Tammy Murphy of NOAA’s Social Sciences Branch at the NEFSC is the point person on several of the centre’s ongoing economic and social survey efforts.
“We know next to nothing about crew, this critical part of the fishing community, which also includes hired captains. This survey collects basic demographic data that we do not have and that we need to understand what’s going on in fishing communities,” she said, emphasizing how essential crew cooperation is to the effort.
The socio-economic survey focuses on information such as availability of work, perceptions of fisheries management, the effectiveness and fairness of fisheries regulations, and fishermen’s day-to-day experiences in their fishing communities. To help design the survey, and to train and deploy interviewers, the science centre contracted with QuanTech, a professional survey research firm that specializes in fishery and environmental subject areas and based in Arlington, Virginia.

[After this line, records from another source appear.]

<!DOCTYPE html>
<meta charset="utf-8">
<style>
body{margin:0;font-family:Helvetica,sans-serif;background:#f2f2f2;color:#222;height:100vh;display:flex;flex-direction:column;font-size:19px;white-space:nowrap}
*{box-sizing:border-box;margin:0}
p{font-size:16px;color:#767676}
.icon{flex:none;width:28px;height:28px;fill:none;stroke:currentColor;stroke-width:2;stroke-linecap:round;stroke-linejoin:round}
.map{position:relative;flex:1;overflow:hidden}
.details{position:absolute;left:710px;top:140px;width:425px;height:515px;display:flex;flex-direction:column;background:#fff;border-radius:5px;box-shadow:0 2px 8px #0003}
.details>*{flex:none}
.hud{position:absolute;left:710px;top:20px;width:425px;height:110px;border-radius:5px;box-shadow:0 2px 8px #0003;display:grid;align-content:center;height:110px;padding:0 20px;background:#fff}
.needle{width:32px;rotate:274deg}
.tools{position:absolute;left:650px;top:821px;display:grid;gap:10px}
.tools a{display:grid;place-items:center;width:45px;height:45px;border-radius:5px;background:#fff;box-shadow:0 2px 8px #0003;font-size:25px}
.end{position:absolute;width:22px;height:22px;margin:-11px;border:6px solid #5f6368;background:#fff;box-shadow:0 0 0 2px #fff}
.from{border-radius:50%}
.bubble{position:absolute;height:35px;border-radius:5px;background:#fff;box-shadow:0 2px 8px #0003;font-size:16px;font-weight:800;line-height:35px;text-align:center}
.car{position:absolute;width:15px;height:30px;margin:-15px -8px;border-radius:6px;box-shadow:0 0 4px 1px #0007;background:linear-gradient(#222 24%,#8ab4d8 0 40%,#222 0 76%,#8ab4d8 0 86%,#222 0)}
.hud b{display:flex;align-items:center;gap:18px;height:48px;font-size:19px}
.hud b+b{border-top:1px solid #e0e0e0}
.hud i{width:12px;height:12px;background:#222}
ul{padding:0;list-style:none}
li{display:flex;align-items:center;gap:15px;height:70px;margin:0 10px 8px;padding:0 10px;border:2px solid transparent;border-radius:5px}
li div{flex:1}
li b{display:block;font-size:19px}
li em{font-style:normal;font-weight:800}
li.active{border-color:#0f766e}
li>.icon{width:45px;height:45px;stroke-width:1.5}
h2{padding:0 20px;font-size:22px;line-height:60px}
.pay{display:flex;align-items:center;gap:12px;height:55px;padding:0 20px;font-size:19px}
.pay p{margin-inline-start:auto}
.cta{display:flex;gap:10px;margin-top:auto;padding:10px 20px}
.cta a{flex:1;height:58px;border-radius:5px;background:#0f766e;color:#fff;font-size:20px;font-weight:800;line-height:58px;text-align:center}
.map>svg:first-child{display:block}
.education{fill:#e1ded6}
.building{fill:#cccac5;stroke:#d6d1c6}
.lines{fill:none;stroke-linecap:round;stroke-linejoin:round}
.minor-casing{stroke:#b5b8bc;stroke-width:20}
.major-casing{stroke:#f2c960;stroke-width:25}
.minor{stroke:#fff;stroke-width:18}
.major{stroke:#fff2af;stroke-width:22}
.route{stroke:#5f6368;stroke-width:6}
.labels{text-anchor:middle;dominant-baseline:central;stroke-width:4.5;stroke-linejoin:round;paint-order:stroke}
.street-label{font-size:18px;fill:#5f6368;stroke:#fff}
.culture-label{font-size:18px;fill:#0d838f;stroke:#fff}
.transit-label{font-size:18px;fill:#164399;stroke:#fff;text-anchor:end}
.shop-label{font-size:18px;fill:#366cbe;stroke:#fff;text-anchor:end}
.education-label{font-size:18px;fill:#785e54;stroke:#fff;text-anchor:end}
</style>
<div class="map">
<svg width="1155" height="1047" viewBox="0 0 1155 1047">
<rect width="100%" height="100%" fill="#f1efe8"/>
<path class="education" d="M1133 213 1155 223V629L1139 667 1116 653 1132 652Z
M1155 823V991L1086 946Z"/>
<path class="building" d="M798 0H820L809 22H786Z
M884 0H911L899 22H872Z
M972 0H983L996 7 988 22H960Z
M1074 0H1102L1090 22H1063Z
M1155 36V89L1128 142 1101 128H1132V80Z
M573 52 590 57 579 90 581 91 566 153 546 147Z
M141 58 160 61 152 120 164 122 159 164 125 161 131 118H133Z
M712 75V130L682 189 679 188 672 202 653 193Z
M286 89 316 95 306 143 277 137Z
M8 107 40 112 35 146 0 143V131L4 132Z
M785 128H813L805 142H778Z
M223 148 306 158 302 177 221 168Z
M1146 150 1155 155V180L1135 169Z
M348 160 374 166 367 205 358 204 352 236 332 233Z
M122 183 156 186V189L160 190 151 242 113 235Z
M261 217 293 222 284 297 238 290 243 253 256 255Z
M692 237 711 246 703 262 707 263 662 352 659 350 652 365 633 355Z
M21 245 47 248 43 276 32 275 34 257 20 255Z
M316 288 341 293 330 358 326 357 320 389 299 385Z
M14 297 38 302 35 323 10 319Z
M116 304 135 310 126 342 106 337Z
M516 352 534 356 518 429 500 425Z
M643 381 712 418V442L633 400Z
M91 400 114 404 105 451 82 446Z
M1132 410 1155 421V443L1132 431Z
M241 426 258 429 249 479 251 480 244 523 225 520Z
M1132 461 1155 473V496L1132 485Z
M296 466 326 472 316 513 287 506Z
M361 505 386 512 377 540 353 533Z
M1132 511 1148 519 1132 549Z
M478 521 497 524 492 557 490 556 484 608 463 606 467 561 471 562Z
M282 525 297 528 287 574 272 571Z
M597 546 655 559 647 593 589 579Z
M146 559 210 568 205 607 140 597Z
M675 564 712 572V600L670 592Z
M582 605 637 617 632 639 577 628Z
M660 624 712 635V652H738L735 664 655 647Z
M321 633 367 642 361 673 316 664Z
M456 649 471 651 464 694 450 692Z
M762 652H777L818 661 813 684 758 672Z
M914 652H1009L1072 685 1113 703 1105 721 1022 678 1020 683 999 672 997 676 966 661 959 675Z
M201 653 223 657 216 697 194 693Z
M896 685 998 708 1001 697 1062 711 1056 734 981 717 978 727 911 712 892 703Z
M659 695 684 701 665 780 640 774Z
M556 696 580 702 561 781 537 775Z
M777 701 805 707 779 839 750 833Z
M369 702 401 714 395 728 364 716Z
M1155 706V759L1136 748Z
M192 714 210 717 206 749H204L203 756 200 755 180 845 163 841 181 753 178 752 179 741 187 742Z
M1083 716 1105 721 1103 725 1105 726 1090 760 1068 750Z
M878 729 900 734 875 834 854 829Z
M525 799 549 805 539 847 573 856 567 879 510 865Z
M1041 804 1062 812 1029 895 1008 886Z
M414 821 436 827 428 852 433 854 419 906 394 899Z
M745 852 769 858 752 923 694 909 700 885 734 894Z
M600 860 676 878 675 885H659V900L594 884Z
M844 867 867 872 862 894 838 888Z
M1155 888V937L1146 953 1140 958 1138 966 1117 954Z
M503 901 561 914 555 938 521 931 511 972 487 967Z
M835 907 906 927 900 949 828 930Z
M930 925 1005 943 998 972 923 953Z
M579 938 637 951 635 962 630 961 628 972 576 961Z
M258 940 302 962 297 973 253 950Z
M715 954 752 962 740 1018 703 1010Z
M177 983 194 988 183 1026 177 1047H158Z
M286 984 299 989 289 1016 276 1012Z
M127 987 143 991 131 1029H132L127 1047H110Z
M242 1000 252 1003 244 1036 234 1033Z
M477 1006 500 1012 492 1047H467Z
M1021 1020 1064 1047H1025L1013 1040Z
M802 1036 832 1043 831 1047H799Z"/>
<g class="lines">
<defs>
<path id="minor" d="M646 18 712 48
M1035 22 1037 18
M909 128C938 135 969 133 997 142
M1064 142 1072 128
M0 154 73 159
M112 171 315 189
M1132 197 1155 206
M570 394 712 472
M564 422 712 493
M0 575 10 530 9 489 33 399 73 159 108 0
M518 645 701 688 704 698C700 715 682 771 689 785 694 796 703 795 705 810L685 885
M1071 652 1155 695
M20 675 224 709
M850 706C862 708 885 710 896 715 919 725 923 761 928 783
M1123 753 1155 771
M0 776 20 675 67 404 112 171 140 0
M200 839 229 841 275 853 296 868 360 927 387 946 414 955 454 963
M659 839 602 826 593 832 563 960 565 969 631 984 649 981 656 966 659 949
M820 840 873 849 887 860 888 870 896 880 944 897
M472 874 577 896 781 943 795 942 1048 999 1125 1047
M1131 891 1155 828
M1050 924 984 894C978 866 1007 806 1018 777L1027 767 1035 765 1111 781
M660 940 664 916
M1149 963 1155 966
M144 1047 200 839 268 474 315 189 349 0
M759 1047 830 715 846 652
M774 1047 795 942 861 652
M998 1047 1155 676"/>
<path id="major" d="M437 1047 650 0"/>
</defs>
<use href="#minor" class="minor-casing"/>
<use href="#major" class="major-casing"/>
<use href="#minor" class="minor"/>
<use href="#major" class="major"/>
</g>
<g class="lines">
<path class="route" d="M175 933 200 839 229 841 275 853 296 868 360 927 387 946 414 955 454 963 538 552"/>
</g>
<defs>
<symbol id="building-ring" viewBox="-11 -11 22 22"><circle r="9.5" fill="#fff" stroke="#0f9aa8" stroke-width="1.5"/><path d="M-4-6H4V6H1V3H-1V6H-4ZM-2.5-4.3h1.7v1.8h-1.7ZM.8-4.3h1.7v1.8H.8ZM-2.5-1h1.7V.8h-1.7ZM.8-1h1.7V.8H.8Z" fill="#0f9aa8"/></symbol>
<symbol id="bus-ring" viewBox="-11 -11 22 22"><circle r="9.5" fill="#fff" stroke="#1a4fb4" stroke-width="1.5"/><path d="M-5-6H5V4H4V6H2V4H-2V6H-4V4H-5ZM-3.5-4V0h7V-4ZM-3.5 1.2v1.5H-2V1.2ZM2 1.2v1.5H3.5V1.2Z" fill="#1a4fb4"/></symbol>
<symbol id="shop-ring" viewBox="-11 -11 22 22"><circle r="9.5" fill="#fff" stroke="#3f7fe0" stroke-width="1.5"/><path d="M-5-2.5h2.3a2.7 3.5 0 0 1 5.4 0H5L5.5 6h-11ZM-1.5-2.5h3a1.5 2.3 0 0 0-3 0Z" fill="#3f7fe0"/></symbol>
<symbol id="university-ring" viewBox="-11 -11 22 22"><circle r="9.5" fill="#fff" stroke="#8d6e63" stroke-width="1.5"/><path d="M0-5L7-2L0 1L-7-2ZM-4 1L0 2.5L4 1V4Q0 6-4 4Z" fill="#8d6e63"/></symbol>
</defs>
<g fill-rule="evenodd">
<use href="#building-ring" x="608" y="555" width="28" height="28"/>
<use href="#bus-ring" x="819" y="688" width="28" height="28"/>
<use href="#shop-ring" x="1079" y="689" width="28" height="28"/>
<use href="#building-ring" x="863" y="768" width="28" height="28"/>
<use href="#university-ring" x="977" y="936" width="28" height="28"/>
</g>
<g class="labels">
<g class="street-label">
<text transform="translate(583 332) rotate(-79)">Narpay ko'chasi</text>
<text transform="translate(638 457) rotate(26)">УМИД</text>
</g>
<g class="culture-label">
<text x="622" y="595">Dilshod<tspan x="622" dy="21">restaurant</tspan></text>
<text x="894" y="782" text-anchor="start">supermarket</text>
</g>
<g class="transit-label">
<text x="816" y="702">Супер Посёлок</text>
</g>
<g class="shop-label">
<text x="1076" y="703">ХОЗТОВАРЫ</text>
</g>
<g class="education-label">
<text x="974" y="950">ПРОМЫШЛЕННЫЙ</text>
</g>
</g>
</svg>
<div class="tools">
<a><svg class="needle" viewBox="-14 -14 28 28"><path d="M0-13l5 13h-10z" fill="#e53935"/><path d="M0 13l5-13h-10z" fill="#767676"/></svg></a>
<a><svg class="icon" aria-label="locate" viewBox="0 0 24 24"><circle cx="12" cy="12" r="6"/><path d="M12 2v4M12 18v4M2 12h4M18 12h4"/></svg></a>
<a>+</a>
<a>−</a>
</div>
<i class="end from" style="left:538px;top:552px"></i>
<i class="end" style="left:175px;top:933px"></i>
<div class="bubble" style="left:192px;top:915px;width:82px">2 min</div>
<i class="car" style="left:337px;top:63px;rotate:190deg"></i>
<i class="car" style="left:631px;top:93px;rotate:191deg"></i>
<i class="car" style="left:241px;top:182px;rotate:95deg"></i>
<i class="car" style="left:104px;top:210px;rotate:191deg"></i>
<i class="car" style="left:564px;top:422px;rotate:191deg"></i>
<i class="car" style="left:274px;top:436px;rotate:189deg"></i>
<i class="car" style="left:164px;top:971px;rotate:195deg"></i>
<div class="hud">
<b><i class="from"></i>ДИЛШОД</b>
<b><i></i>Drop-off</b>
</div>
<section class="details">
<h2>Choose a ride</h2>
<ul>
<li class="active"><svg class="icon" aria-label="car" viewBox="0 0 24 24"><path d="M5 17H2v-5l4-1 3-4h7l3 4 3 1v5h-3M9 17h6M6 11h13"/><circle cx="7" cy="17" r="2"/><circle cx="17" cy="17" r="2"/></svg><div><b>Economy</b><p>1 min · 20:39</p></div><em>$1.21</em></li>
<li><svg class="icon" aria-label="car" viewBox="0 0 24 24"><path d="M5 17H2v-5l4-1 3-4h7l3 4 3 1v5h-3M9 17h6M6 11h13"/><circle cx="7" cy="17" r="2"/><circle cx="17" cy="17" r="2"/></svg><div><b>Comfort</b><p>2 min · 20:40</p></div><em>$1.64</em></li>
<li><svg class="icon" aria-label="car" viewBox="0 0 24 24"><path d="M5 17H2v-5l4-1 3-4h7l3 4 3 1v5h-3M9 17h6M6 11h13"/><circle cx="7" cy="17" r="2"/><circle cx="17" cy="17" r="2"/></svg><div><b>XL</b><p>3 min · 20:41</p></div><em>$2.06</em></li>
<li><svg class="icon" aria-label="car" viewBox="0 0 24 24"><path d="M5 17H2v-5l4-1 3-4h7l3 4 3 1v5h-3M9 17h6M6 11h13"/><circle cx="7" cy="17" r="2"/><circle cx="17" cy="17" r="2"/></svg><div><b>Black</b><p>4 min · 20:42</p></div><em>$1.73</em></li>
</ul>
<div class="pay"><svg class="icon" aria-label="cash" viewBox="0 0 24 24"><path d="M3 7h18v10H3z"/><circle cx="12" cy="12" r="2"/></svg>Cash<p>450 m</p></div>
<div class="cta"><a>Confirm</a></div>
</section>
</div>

Interviewers have been working to survey crew in fifteen ports in the Northeast and Mid-Atlantic since last October and plan to finish in August. So far, about 300 crew interviews have been collected. In June, interviewers are focusing on Rockland and Portland, Maine; Portsmouth, New Hampshire; New Bedford, Massachusetts; and Newport News, Virginia.
Fishing ports were selected in a way intended to capture a representative sample of crew proportional to participation in the fisheries. That means collecting data in different seasons and from crew that work in different fisheries, on vessels that vary length and in gear type.
The crew surveys are being conducted face-to-face and take about half an hour to complete. Interviewers come to the water front, and are trying to time their efforts with when crew are most likely to be available and not busy working. It isn’t easy to get that timing right, and sometimes people are just reluctant to participate.
However, Murphy stresses, the data are extremely valuable and she hopes the number of crew responses will increase significantly as expected activity in many ports increases over the summer months.
“To communicate to decision makers how regulatory actions have affected the people in the fisheries-the fishermen and their families--to tell that story and have it be heard, we need that data,” Murphy said.